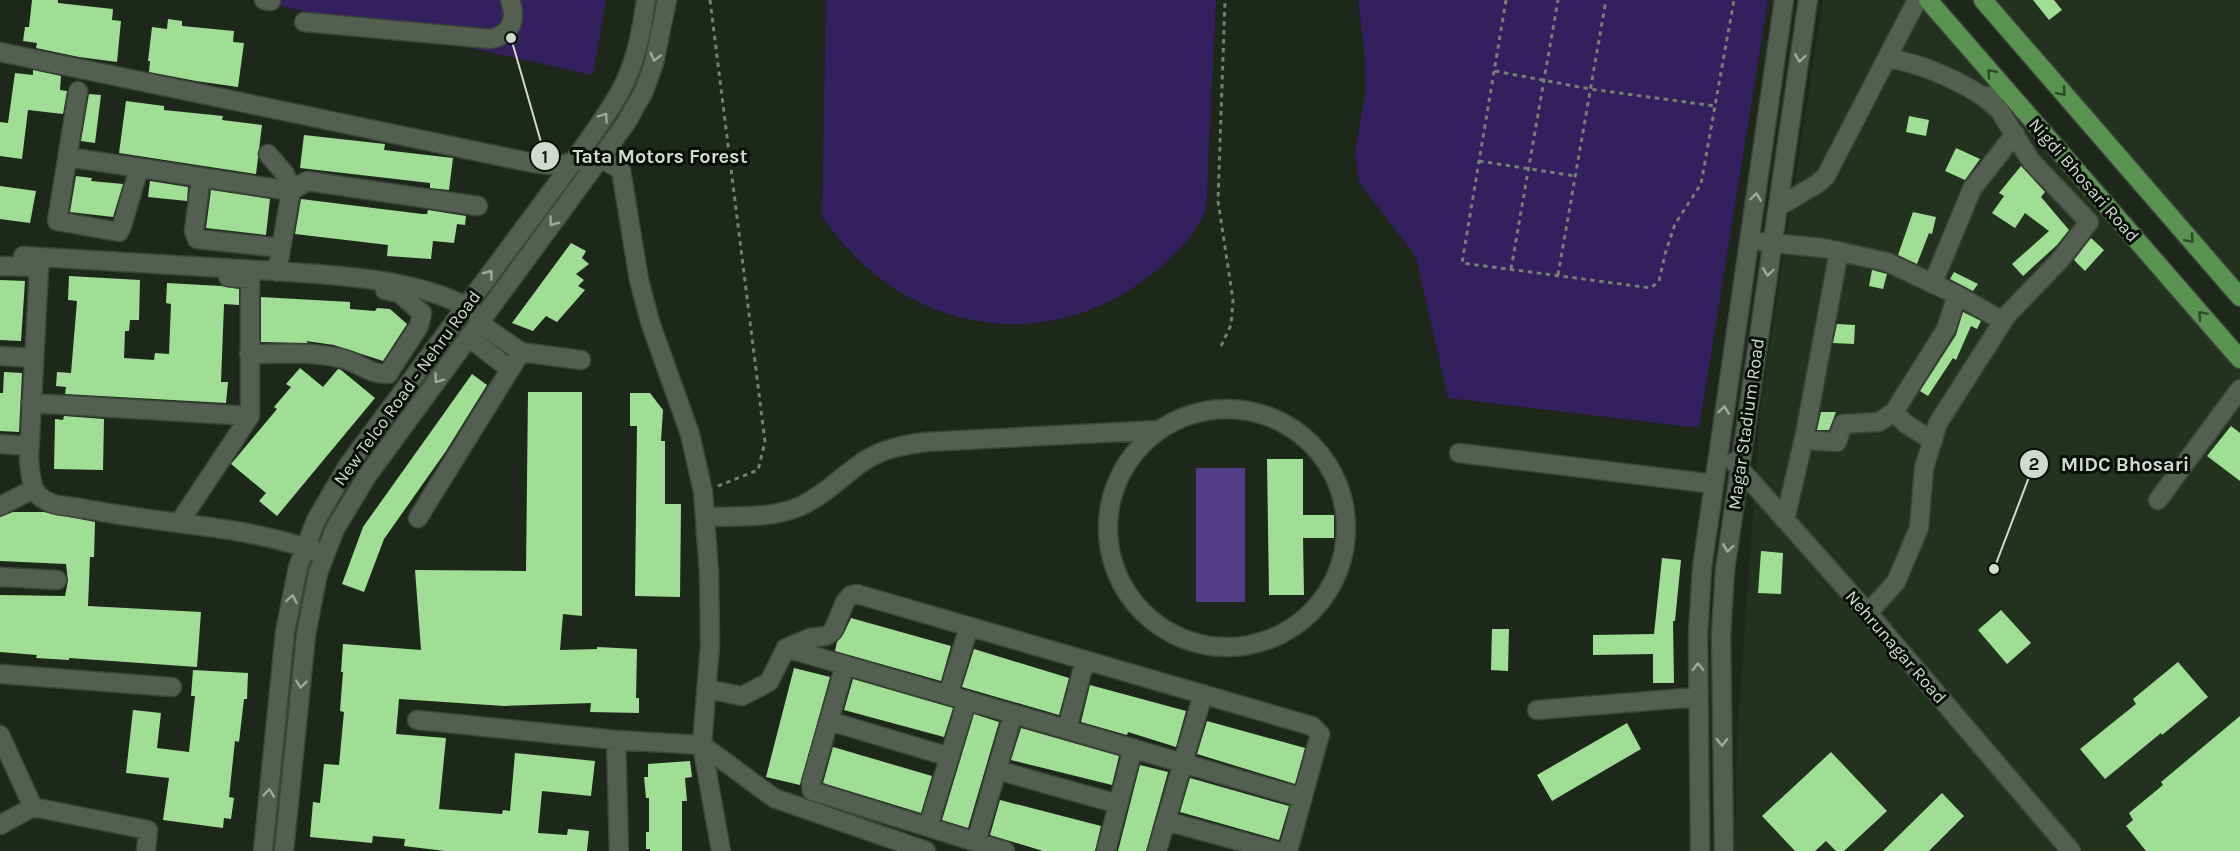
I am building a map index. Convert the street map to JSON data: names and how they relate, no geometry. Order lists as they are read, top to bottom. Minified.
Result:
{"streets":{"main road":["Nigdi Bhosari Road"],"street":["New Telco Road - Nehru Road","Magar Stadium Road","Nehrunagar Road"]},"crossings":[["Magar Stadium Road","Nehrunagar Road"]],"places":["Tata Motors Forest","MIDC Bhosari"]}
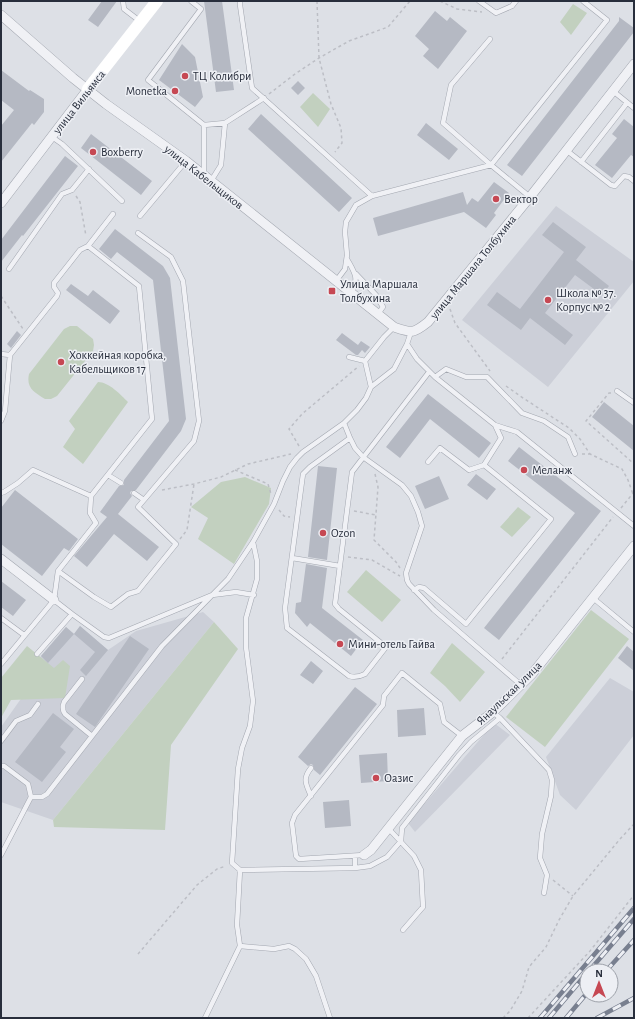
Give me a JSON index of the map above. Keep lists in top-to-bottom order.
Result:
{
  "streets": {
    "street": [
      "улица Вильямса",
      "улица Кабельщиков",
      "улица Маршала Толбухина",
      "Янаульская улица"
    ]
  },
  "crossings": [
    ["улица Вильямса", "улица Кабельщиков"],
    ["улица Кабельщиков", "улица Маршала Толбухина"]
  ],
  "places": {
    "other": [
      "ТЦ Колибри",
      "Monetka",
      "Boxberry",
      "Вектор",
      "Школа № 37. Корпус № 2",
      "Хоккейная коробка, Кабельщиков 17",
      "Меланж",
      "Ozon",
      "Мини-отель Гайва",
      "Оазис"
    ],
    "transit": ["Улица Маршала Толбухина"]
  },
  "north": "top"
}
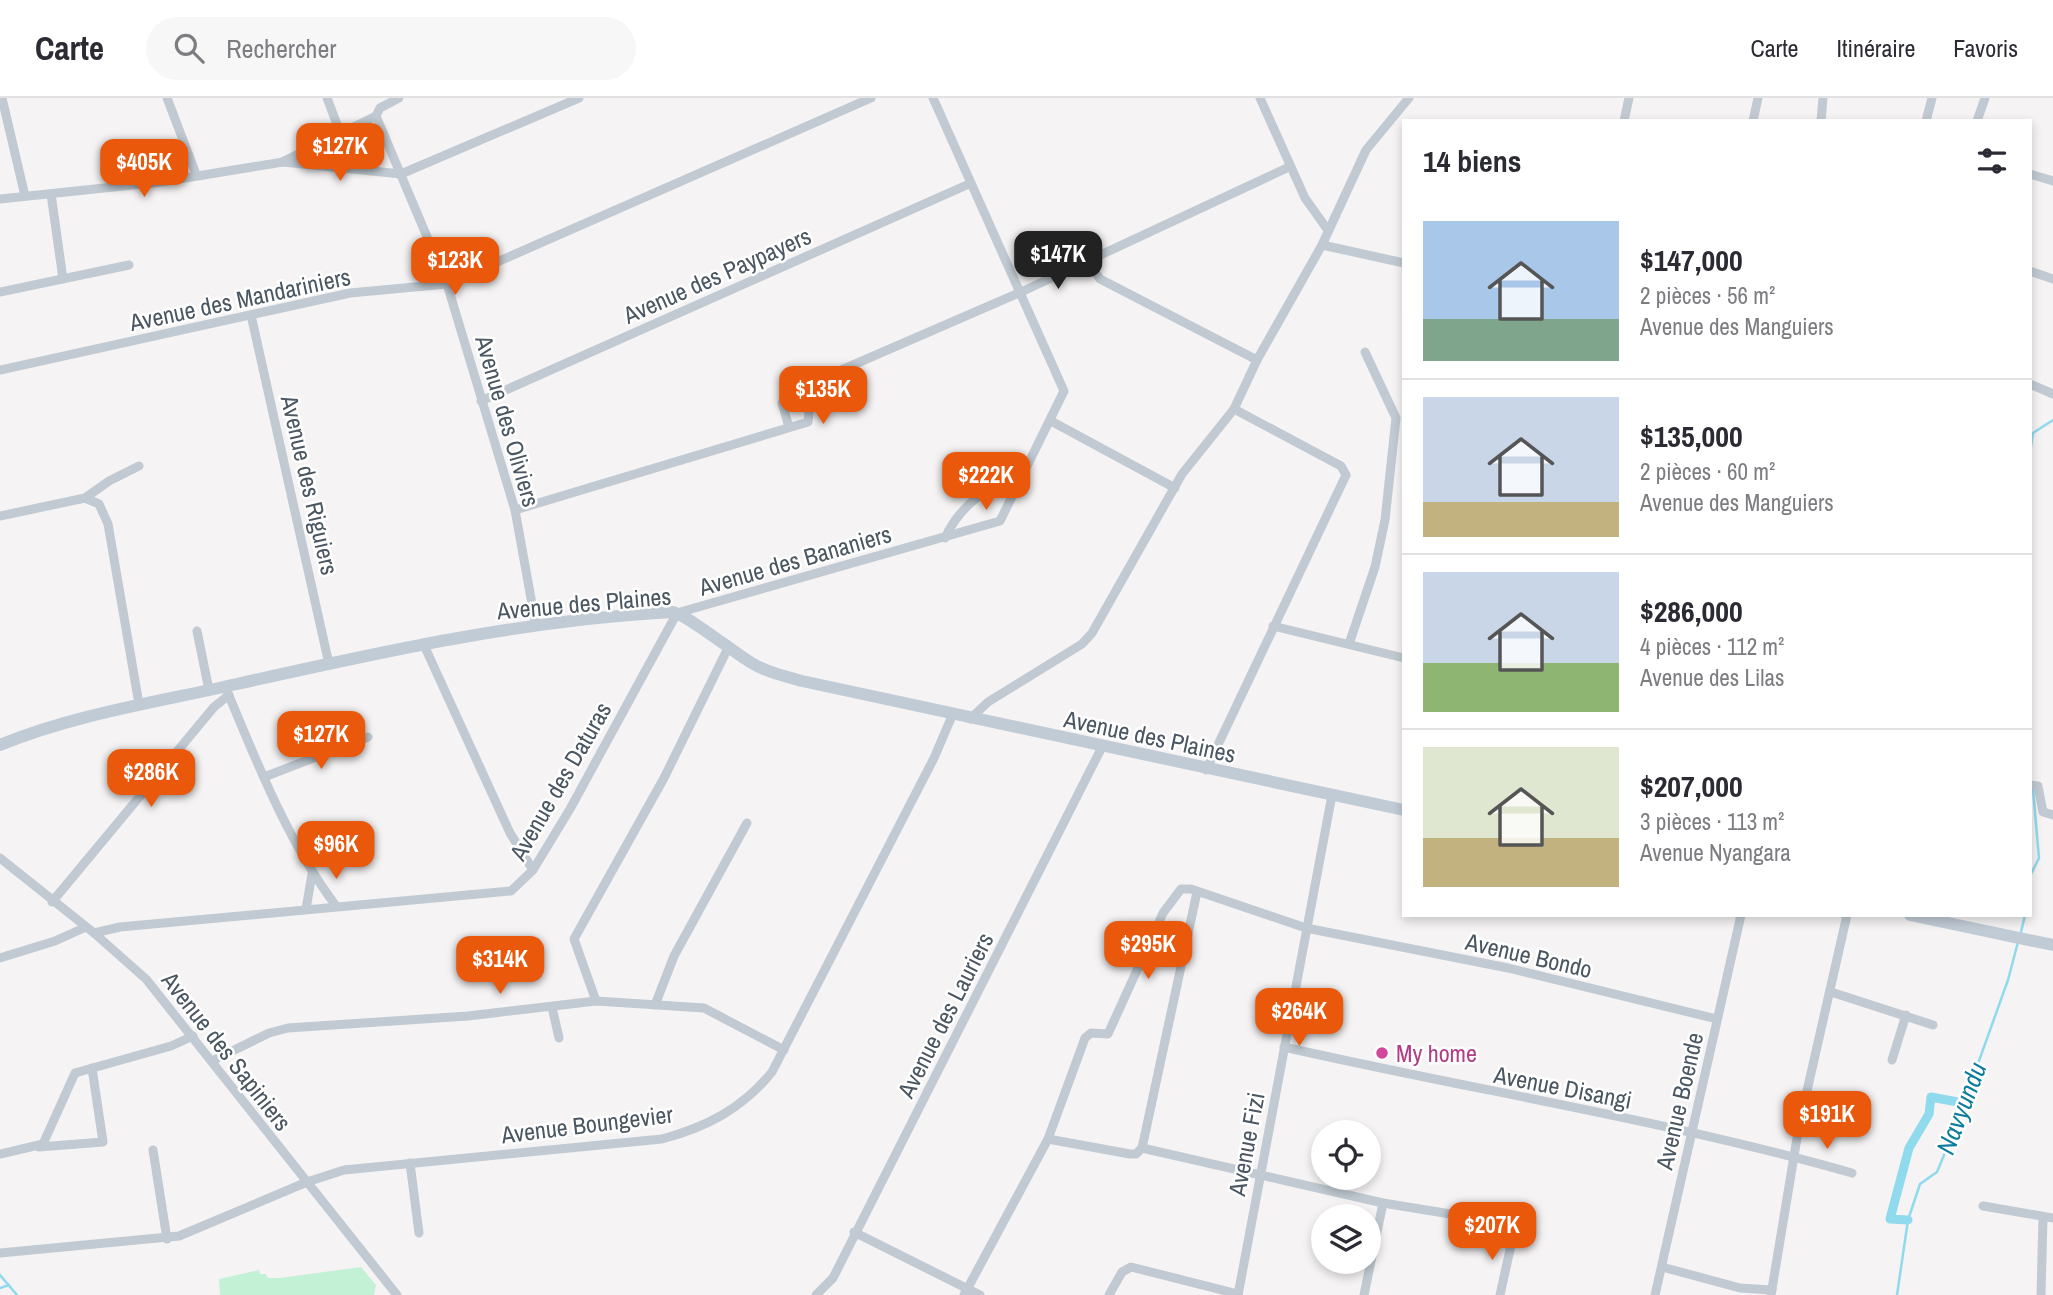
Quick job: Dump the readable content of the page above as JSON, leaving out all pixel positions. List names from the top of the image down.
{
  "streets": {
    "street": [
      "Avenue des Paypayers",
      "Avenue des Mandariniers",
      "Avenue des Oliviers",
      "Avenue des Riguiers",
      "Avenue des Bananiers",
      "Avenue des Plaines",
      "Avenue des Daturas",
      "Avenue Bondo",
      "Avenue des Lauriers",
      "Avenue des Sapiniers",
      "Avenue Disangi",
      "Avenue Boende",
      "Avenue Boungevier",
      "Avenue Fizi"
    ]
  },
  "crossings": [
    ["Avenue des Paypayers", "Avenue des Oliviers"],
    ["Avenue des Paypayers", "Avenue des Bananiers"],
    ["Avenue des Mandariniers", "Avenue des Oliviers"],
    ["Avenue des Mandariniers", "Avenue des Riguiers"],
    ["Avenue des Oliviers", "Avenue des Plaines"],
    ["Avenue des Riguiers", "Avenue des Plaines"],
    ["Avenue des Bananiers", "Avenue des Plaines"],
    ["Avenue des Bananiers", "Avenue des Daturas"],
    ["Avenue des Plaines", "Avenue des Daturas"],
    ["Avenue des Plaines", "Avenue des Lauriers"],
    ["Avenue des Plaines", "Avenue Boungevier"],
    ["Avenue des Plaines", "Avenue Fizi"],
    ["Avenue des Daturas", "Avenue des Sapiniers"],
    ["Avenue Bondo", "Avenue Boende"],
    ["Avenue Bondo", "Avenue Fizi"],
    ["Avenue des Sapiniers", "Avenue Boungevier"],
    ["Avenue Disangi", "Avenue Boende"],
    ["Avenue Disangi", "Avenue Fizi"]
  ],
  "water": ["Navyundu"],
  "places": ["My home"],
  "page": {
    "header": "Carte",
    "search": "Rechercher",
    "nav": ["Carte", "Itinéraire", "Favoris"],
    "heading": "14 biens",
    "price": [
      "$127K",
      "$405K",
      "$147K",
      "$123K",
      "$135K",
      "$222K",
      "$127K",
      "$286K",
      "$96K",
      "$295K",
      "$314K",
      "$264K",
      "$191K",
      "$207K"
    ],
    "list": [
      {
        "name": "$147,000",
        "note": "2 pièces · 56 m² · Avenue des Manguiers"
      },
      {
        "name": "$135,000",
        "note": "2 pièces · 60 m² · Avenue des Manguiers"
      },
      {
        "name": "$286,000",
        "note": "4 pièces · 112 m² · Avenue des Lilas"
      },
      {
        "name": "$207,000",
        "note": "3 pièces · 113 m² · Avenue Nyangara"
      }
    ]
  }
}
============================================================
▸ **What to produce**
In the listing, find each line with the string "Вильямса" and copy it.

▸ **Your solution**
      "улица Вильямса",
    ["улица Вильямса", "улица Кабельщиков"],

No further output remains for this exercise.